_Exercise_. Report how many lines of the data below contain "name". Give nothing besides the number.

_Data to use_.
◇ ◇ ◇
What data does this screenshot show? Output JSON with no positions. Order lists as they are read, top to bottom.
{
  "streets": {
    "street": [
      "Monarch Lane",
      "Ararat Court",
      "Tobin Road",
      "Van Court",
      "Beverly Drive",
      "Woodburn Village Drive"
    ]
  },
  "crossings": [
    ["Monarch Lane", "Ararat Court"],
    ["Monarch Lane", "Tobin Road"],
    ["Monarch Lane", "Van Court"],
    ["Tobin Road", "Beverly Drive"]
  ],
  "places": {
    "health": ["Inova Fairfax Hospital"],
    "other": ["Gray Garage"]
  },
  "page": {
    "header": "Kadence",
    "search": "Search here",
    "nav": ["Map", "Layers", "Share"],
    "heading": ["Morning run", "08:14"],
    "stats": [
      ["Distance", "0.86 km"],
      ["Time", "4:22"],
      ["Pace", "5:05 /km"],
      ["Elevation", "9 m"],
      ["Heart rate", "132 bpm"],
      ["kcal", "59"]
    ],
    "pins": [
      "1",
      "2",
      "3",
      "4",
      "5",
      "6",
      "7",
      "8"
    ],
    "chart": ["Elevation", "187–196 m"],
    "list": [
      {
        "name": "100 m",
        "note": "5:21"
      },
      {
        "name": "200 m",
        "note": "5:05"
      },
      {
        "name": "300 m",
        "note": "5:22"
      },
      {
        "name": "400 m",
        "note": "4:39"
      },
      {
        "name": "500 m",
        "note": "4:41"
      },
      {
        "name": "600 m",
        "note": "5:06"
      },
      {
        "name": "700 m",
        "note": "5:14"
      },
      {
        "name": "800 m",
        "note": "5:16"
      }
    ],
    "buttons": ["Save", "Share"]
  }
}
◇ ◇ ◇
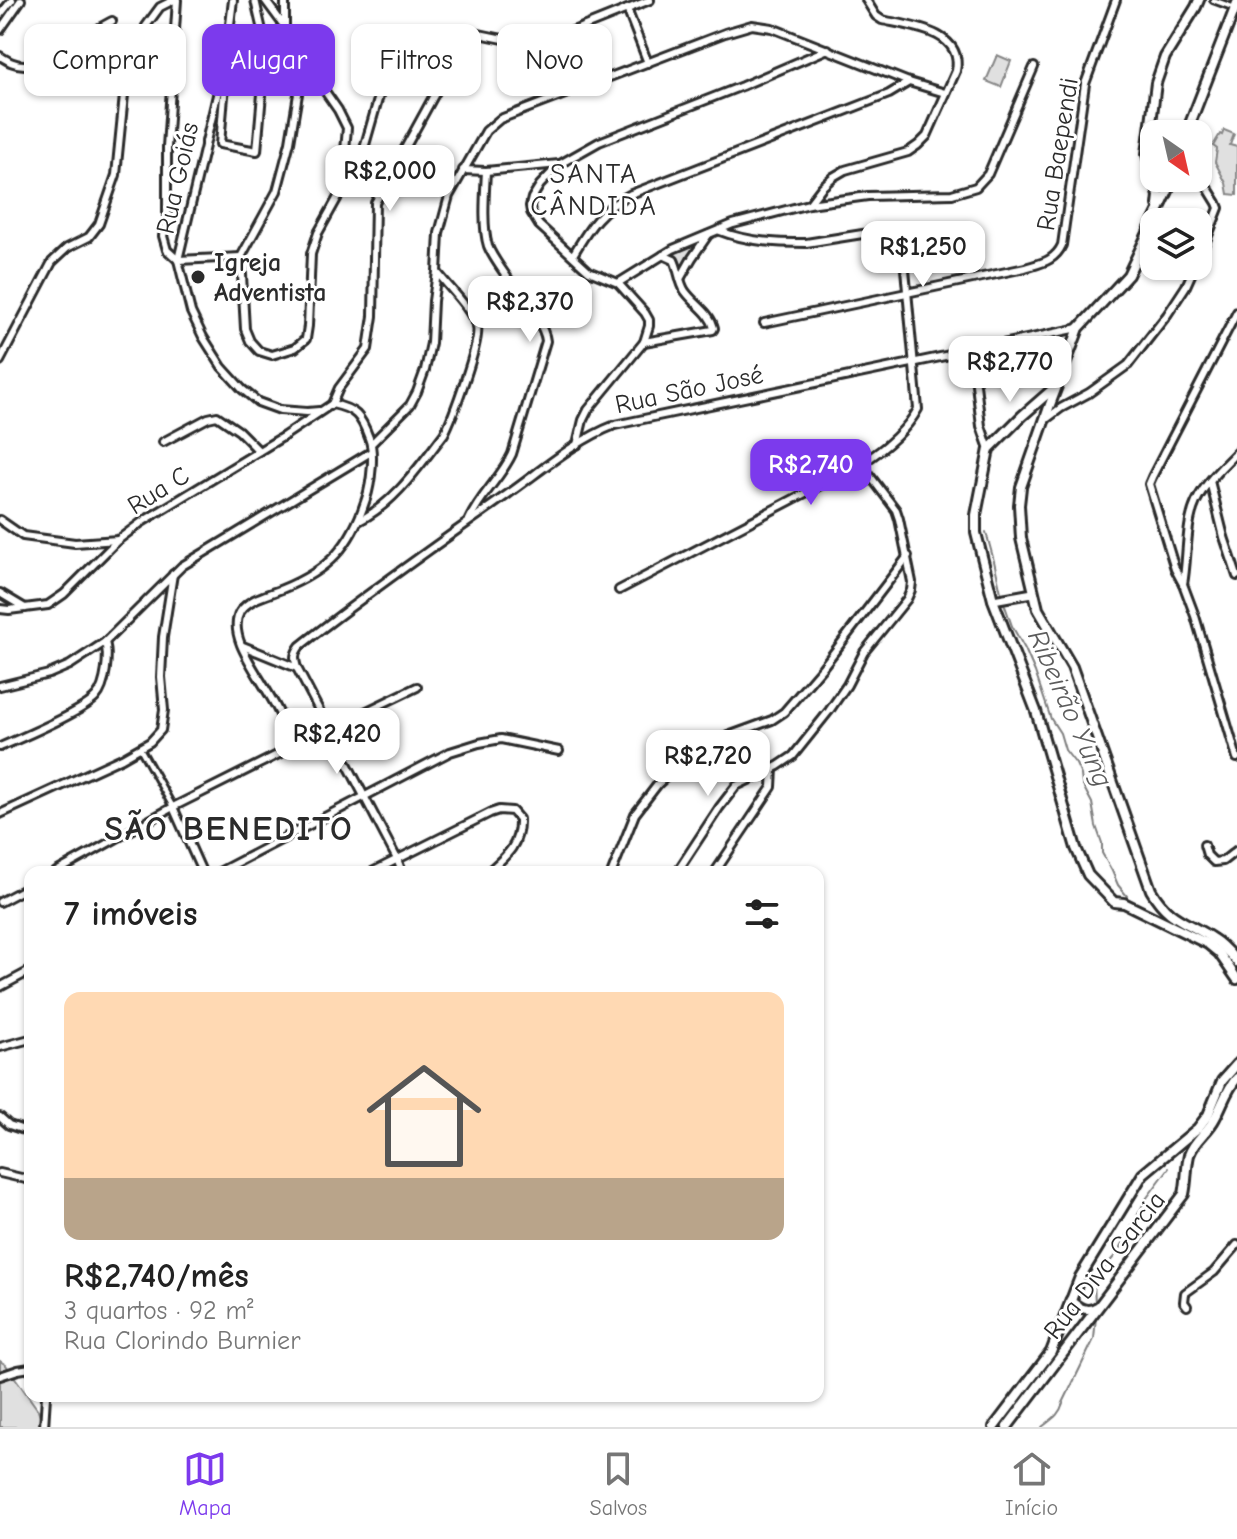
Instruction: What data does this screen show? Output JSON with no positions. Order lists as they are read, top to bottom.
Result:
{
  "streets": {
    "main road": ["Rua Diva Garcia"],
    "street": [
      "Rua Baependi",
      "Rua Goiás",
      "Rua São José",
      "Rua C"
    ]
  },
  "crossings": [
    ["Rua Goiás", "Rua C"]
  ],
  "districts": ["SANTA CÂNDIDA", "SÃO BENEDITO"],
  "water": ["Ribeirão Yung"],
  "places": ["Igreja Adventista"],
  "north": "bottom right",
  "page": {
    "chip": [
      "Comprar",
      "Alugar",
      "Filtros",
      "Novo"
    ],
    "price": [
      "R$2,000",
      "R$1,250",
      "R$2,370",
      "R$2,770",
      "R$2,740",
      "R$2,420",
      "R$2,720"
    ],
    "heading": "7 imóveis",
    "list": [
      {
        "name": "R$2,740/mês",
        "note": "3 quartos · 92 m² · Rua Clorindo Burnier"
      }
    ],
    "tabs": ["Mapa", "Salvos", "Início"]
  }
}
◇ ◇ ◇
_Reply_. 9